April 27, 2006
@ 02:58 PM

[crosspost from Dr. Dobb's Portal]

Test Driven Development (TDD) is, in a nutshell, writing a unit test up front--making it fail, making it work , refactor, and repeat until the product is finished. (If this is new to you, read more at testdriven.com )

So with TDD you get a bunch of unit tests that are also proven as regression tests. That's pretty cool.

TDD also lets you work in small increments while maintaining the working code. That's even cooler.

And lastly TDD has a very good influence on design:

  1. It encourage loose-coupling. When you want make something testable you want to remove the dependencies it has so you can test it by itself.
  2. It makes you think about the interface of the unit under test--how is the interface going to look?
  3. It makes you think about how the unit under test would be used--for example, the behavior of what you are writing (or designing).

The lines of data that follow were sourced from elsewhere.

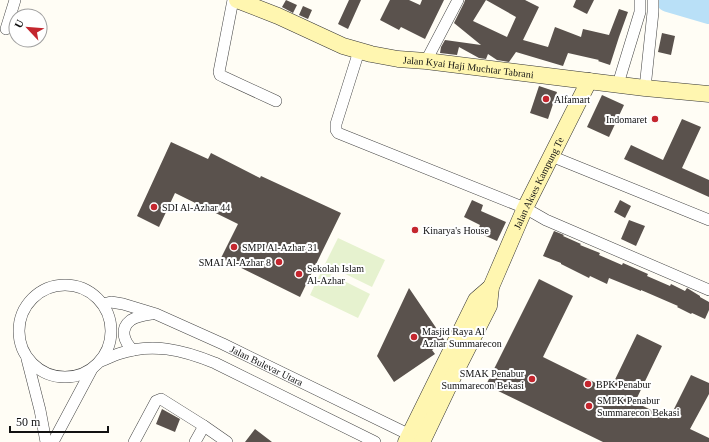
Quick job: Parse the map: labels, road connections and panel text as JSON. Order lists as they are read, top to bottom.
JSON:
{
  "streets": {
    "street": ["Jalan Kyai Haji Muchtar Tabrani", "Jalan Akses Kampung Te", "Jalan Bulevar Utara"]
  },
  "crossings": [
    ["Jalan Kyai Haji Muchtar Tabrani", "Jalan Akses Kampung Te"],
    ["Jalan Akses Kampung Te", "Jalan Bulevar Utara"]
  ],
  "places": [
    "Alfamart",
    "Indomaret",
    "SDI Al-Azhar 44",
    "Kinarya's House",
    "SMPI Al-Azhar 31",
    "SMAI Al-Azhar 8",
    "Sekolah Islam Al-Azhar",
    "Masjid Raya Al Azhar Summarecon",
    "SMAK Penabur Summarecon Bekasi",
    "BPK Penabur",
    "SMPK Penabur Summarecon Bekasi"
  ],
  "scale_bar": "50 m",
  "north": "top left"
}
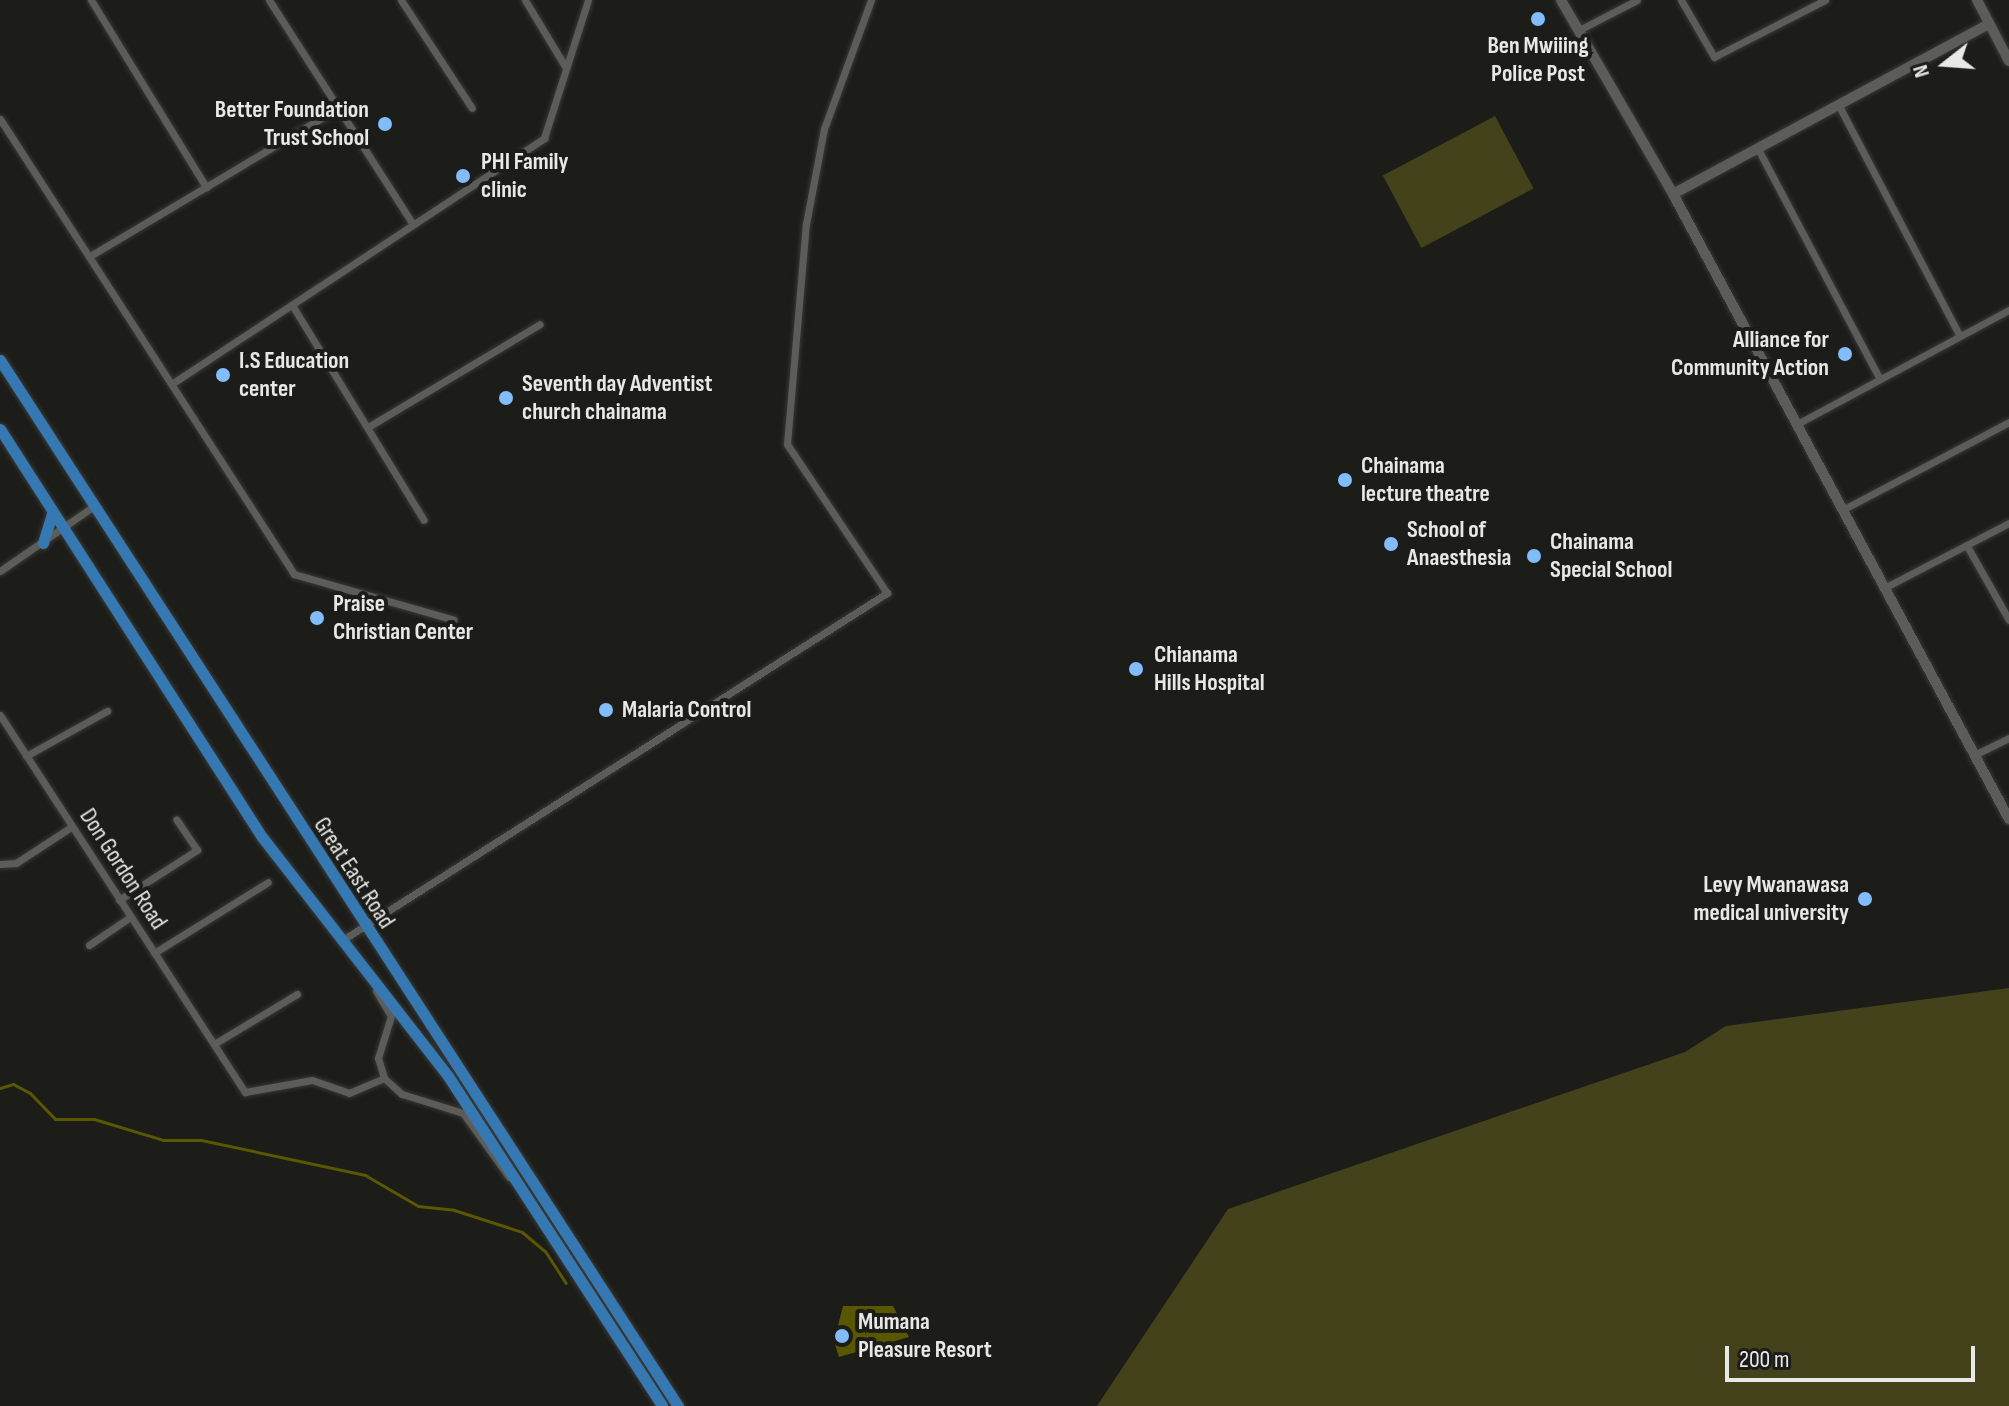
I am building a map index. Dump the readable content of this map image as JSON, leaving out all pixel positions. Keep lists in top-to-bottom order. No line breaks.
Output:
{"streets":{"main road":["Great East Road"],"street":["Don Gordon Road"]},"places":["Ben Mwiiing Police Post","Better Foundation Trust School","PHI Family clinic","Alliance for Community Action","I.S Education center","Seventh day Adventist church chainama","Chainama lecture theatre","School of Anaesthesia","Chainama Special School","Praise Christian Center","Chianama Hills Hospital","Malaria Control","Levy Mwanawasa medical university","Mumana Pleasure Resort"],"scale_bar":"200 m","north":"left"}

Sounds great to me. I think TDD is a great way to do the detailed design. You specify the results (interface + behavior), then implement that design. One thing I don't buy though is that TDD alone will produce an "emergent design" for the whole system. The way I see it is that you have to do some design up-front (assuming your system is not a trivial one) since TDD, being a coding technique, keeps you working at sea-level.

There's also a fundamental matter of scale--it might be possible in theory to start that 100 man-year project as a single object, then refactor it in baby-steps until you'd get the perfect system. I believe that if you don't work at a higher level of abstraction (vs. code), you will not be able to partition the system in a reasonable time. This was true when we moved from assembly code to higher level languages which enabled us to write much more complex software--and it is true today as we need to answer the ever-changing requirements of modern enterprises.

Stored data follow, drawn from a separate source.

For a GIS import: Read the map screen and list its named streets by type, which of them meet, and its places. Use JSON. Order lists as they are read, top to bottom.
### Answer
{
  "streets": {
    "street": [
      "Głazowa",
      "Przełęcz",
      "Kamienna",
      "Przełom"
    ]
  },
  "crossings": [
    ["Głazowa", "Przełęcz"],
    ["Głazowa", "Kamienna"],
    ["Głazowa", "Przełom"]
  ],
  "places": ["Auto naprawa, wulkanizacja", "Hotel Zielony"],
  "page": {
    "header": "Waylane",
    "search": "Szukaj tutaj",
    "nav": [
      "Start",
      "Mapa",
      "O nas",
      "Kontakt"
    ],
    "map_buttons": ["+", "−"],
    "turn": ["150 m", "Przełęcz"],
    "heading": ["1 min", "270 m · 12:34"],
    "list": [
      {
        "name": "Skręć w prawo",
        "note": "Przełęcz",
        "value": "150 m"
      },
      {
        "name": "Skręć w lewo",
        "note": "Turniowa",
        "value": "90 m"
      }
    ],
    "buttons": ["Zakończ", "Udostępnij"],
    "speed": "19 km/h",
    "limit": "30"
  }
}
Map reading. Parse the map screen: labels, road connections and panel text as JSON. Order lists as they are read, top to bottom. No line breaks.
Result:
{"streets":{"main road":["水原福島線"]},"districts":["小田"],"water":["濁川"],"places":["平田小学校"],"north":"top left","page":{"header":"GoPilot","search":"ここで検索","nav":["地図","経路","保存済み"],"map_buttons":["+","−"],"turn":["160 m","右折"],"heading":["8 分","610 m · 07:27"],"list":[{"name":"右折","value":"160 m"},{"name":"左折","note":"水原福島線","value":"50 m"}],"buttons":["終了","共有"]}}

To sum up, TDD is good for testing and it is a good design methodology for the detailed design level. It can be used to drive the overall design on smaller project--but on larger systems we need additional methods and tools to cope with the overall design and architecture.


 
April 25, 2006
@ 10:28 PM

Scott Bellware attacks Microsoft's cluelessness of modern development methodologies and tools. By talking about the 3 (in?)famous typecasts (Mort, Elvis & Einstein personas) used by Microsoft to model developers.

 

While I agree with a lot of the points Scott makes I think that (unfortunately) there are individuals and organizations that are suitable for to the Mort-Elvis-Einstein approach -  Where people are not as smart or competent as Scott is and can't handle agility. Also there are situations  where agility cannot be practiced -e.g.  clients insist on fixed price projects and waterfall-ish milestones where, against our better judgment, we were forced to do a lot of up-front planning (that had to be reworked later…), safety-critical system etc.

 

I much prefer the direction Scott took in an earlier post where he talked about a missing persona - Hugo the Agilist. I think Microsoft will be making a grave mistake if they will not pay attention to the needs of the growing community of developers that prefer agile methods and practices.


 
Tags: Everything | General

April 20, 2006
@ 02:25 PM

Dr. Dobb's has recently launched a new portal site, where they want industry experts to post their views - well, I guess it is not limited to experts only, as they've also offered me to write there - I'll be writing the blog on software architecture and design.

 

I am going to post there on a daily basis (read: ~5 posts a week). Naturally they are going to be shorter posts that will try to highlight and comment (hopefully) interesting things related to architecture and design (my thoughts, other peoples posts, news etc.).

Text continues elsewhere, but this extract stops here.